The Director of Central Intelligence is in a unique position to balance the cost and effectiveness of intelligence programs throughout the government. It makes sense to hold this person responsible for ensuring that the various elements of the intelligence community are more responsive to this national objective then to parochial, turf-driven goals that too often typify bureaucracies. Yet he lacks the authority needed to accomplish this objective, particularly with regard to the intelligence elements within the Department of Defense. The DCI can be given enhanced authority without removing the elements of the intelligence community from the various agencies in which they reside or interfering with the ability of those agency heads to manage their departments, i.e., without creating a `Department of Intelligence .' The reform provisions in the Intelligence Authorization Act for Fiscal Year 1997 were designed to accomplish this goal.
This fundamental difference of opinion over the need to strengthen the authority of the DCI to match his responsibility as the overall manager of US intelligence made reaching consensus with the Armed Services Committee over its provisions in the DOD bill and the provisions in the Intelligence bill difficult.
However, both sides made accommodations and ultimately resolved all but a few issues, agreeing to changes in both bills. On June 6, the Armed Services report S. 1718 with amendments that reflected the consensus and one remaining area of disagreement. The next week, on June 11, the Intelligence Committee reported S.1745, the DOD Authorization bill, with amendments that similarly reflected the compromises reached with Armed Services Committee. Subsequently, the Armed Services Committee proposed some changes to our amendments, which we agreed to.

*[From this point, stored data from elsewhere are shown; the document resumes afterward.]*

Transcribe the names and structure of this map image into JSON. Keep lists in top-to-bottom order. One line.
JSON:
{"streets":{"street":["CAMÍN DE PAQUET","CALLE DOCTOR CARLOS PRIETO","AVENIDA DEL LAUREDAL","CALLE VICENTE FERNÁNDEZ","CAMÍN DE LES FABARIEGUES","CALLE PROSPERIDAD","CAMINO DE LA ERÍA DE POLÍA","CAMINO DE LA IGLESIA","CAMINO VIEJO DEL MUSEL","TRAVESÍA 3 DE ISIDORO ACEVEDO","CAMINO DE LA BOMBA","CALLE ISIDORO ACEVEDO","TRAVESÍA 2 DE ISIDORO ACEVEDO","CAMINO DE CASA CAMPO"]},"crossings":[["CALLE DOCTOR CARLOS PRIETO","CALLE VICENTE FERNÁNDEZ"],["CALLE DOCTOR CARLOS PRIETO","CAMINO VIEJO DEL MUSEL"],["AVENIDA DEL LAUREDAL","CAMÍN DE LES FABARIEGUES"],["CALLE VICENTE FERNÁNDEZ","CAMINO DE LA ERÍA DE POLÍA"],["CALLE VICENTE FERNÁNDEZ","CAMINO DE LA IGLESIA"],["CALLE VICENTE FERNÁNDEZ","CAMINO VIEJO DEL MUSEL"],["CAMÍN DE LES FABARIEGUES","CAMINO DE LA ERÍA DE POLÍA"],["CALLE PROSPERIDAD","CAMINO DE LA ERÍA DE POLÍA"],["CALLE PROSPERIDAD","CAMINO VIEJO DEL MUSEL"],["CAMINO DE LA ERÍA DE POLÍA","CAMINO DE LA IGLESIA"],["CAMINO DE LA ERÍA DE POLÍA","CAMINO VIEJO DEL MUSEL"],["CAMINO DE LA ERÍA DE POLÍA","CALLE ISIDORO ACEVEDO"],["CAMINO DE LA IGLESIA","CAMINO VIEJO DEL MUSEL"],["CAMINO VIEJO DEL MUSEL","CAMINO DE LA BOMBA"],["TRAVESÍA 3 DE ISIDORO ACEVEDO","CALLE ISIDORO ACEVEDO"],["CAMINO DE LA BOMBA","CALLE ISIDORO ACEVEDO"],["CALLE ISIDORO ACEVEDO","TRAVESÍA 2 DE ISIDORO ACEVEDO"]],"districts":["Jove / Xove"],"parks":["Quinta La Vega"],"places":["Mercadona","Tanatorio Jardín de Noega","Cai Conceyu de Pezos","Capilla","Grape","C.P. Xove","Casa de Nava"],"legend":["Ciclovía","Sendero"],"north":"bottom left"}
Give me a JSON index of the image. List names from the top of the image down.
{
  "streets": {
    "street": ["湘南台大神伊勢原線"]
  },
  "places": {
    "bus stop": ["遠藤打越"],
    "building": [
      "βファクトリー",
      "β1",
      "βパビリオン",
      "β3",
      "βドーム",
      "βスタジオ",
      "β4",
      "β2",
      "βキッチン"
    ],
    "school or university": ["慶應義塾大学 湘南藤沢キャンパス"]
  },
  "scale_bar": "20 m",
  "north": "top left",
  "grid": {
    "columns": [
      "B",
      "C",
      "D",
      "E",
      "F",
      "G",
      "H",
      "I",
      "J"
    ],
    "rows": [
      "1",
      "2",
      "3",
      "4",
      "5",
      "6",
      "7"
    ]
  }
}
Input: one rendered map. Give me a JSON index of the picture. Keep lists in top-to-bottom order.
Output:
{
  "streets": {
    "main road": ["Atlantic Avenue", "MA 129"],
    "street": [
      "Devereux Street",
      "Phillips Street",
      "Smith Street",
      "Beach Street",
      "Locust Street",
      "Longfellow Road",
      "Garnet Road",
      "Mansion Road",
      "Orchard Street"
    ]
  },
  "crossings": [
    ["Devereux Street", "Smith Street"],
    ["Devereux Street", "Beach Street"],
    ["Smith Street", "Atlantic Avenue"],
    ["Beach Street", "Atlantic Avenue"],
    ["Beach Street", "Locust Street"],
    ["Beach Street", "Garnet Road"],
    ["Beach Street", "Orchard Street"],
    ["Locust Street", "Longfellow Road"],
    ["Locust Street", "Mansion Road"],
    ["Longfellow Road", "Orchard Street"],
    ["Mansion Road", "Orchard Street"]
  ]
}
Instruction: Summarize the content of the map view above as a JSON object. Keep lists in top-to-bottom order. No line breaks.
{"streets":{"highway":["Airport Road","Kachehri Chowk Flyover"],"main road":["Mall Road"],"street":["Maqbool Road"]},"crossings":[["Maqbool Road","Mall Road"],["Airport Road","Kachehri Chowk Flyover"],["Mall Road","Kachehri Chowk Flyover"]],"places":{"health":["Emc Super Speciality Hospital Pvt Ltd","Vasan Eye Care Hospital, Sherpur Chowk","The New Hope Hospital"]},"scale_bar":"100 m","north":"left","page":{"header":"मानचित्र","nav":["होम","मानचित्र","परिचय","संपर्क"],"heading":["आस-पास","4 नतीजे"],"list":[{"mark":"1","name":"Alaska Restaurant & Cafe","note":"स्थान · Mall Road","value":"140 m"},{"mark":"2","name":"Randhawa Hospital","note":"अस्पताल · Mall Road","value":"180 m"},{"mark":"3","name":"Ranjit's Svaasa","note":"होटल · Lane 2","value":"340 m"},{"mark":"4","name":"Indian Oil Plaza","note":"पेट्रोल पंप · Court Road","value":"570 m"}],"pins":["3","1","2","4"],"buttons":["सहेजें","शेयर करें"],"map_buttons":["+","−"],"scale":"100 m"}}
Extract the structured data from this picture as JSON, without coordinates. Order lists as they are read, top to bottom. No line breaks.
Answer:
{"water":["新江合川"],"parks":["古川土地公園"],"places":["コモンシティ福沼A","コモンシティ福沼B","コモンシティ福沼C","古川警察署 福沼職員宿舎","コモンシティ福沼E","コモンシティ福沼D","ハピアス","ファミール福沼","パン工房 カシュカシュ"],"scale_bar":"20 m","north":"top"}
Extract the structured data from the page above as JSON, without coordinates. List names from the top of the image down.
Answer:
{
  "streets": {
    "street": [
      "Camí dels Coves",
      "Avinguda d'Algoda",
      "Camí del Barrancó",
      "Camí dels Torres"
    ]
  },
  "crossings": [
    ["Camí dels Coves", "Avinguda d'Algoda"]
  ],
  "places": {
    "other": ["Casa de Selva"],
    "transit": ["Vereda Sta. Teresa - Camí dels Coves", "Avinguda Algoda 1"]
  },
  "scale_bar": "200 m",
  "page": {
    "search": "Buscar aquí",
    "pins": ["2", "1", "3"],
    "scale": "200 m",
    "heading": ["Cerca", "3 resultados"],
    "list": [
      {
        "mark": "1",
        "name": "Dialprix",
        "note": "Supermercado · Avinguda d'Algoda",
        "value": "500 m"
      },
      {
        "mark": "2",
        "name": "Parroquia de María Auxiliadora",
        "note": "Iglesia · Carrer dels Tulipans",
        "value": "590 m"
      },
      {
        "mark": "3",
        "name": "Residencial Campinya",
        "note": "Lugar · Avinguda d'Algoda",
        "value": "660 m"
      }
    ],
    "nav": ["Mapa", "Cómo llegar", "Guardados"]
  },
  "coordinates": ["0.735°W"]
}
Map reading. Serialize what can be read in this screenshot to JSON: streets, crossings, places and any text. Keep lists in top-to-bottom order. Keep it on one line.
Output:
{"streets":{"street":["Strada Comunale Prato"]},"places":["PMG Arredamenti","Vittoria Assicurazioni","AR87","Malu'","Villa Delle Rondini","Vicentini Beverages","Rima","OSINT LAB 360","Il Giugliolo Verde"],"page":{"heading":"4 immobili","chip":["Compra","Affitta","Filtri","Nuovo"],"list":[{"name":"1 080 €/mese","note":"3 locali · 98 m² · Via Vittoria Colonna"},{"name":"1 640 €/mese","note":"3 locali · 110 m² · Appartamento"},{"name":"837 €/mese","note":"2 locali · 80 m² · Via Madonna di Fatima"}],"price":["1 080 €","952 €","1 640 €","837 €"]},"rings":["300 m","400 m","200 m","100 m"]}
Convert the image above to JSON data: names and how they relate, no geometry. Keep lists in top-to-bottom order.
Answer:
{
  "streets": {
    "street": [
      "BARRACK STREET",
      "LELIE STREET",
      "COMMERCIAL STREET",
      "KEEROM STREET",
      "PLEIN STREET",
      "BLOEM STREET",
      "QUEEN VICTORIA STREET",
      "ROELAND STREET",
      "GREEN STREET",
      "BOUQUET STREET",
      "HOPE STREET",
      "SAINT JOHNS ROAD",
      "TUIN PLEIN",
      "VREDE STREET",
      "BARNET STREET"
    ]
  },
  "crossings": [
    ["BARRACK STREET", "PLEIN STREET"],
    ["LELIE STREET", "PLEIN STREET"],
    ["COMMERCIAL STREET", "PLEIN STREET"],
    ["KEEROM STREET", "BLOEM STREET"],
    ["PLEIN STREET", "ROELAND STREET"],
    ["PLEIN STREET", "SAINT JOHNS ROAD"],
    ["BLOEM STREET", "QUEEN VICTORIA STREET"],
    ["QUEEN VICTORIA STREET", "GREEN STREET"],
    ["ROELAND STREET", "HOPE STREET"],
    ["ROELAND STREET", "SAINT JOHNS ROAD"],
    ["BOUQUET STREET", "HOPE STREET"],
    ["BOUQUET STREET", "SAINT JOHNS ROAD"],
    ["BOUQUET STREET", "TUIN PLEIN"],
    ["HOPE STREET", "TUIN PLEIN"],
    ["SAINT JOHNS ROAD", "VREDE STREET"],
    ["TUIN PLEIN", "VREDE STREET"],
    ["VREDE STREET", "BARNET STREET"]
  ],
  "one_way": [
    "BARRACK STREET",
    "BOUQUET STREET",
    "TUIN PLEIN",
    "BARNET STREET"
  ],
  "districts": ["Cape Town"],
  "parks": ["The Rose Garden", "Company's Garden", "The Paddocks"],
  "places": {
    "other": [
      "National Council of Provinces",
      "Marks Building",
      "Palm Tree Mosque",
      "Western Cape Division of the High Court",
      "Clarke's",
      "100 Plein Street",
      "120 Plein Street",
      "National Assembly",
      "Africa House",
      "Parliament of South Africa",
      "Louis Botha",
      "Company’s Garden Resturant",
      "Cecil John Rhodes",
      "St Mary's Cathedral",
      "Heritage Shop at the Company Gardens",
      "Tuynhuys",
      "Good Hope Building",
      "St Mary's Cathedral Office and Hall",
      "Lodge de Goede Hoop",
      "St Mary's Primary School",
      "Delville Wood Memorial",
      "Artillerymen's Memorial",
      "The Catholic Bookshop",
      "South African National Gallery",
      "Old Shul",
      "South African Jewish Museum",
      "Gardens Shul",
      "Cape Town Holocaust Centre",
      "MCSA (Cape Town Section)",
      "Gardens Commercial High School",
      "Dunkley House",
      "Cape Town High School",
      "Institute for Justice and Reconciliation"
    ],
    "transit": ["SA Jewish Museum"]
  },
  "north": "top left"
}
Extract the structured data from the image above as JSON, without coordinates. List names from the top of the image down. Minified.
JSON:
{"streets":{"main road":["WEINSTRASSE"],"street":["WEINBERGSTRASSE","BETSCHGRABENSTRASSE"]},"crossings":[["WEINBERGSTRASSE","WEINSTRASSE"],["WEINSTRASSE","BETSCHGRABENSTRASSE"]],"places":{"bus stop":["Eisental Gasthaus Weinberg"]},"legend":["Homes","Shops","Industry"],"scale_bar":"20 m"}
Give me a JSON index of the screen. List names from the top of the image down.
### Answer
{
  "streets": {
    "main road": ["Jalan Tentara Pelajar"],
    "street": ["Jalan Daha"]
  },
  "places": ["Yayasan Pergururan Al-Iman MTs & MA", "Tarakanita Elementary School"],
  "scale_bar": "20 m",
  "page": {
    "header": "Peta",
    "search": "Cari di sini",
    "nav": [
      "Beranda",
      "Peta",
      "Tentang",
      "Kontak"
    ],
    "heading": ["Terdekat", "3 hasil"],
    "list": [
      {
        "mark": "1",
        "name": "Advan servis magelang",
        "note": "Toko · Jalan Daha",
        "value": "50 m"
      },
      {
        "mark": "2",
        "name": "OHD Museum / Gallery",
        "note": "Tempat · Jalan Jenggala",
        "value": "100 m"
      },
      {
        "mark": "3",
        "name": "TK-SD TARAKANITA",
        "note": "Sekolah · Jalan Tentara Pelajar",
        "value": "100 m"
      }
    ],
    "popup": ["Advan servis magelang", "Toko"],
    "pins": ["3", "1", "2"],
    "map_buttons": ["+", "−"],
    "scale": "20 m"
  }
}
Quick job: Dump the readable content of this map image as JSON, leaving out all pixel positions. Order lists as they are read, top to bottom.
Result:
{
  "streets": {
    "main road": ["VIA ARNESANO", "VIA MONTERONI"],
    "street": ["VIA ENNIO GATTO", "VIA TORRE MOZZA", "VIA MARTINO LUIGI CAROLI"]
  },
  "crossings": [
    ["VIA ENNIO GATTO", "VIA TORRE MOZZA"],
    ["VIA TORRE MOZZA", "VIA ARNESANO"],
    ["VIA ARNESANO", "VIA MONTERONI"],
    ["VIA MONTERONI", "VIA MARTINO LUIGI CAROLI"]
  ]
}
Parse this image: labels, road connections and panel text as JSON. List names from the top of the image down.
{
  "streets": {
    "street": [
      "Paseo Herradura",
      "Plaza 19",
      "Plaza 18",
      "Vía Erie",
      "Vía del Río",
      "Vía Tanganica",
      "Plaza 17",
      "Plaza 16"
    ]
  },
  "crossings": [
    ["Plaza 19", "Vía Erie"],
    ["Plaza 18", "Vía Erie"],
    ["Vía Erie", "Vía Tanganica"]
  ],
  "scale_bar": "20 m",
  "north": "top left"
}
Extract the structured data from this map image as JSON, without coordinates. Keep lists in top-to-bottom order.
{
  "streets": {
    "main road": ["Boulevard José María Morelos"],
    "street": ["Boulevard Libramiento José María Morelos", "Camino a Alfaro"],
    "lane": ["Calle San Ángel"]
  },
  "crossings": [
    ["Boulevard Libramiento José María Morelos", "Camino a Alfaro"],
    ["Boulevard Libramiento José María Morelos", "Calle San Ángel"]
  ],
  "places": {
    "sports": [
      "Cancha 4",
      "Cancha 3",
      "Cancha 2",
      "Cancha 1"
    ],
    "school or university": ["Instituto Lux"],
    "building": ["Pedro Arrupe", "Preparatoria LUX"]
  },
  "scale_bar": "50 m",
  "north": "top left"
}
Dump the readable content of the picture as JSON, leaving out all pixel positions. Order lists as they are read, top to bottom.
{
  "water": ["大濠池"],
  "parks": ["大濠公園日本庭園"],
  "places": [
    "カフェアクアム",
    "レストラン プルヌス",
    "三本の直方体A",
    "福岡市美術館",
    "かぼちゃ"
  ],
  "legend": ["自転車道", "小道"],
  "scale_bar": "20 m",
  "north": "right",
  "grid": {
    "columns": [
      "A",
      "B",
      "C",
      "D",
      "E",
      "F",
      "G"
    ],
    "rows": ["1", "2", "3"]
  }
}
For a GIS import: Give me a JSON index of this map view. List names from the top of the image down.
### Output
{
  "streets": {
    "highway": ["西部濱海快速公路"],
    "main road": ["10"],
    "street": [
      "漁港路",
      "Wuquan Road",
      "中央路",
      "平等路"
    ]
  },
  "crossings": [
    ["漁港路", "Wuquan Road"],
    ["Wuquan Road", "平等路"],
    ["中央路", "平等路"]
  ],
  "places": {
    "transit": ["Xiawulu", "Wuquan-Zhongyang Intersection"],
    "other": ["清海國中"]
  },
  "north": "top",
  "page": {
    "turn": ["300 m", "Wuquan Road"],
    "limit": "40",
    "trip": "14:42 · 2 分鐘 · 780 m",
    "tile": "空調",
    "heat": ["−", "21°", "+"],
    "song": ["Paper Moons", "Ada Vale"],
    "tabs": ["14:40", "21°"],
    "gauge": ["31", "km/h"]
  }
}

The area of disagreement that remains is a provision in the Intelligence bill that gives the DCI the ability to make adjustments in the allocation of funds within the National Foreign Intelligence Program (NFIP) during the fiscal year to meet unexpected intelligence needs. Director Deutch, along with all former DCI's who testified before the Committee, publicly supported this enhanced authority as important to effective management of the national intelligence community. The DCI has the authority today to make the initial allocations within the NFIP in formulating the budget. However, when unforeseen requirements arise during the fiscal year and funds are available from a lower priority intelligence activity, the DCI does not have the authority to transfer those funds unless the affected agency head does not object. S. 1718 contained a provision to enhance the DCI's authority by shifting the burden to the affected agency to convince the President or his designee that the transfer is unwarranted. The Armed Services Committee objected to giving the DCI this authority and amended S. 1718 to delete the provision.
With the exception of this reprogramming issue, the Committee believes the consensus reached by the two committees preserves significant elements of the reform effort and significantly enhances the ability of the DCI to manage intelligence activities. In addition, the Committee is comfortable that, with the changes agreed upon, the DCI will have the ability to ensure that a new National Imagery and Mapping Agency will be responsive to the needs of all national customers.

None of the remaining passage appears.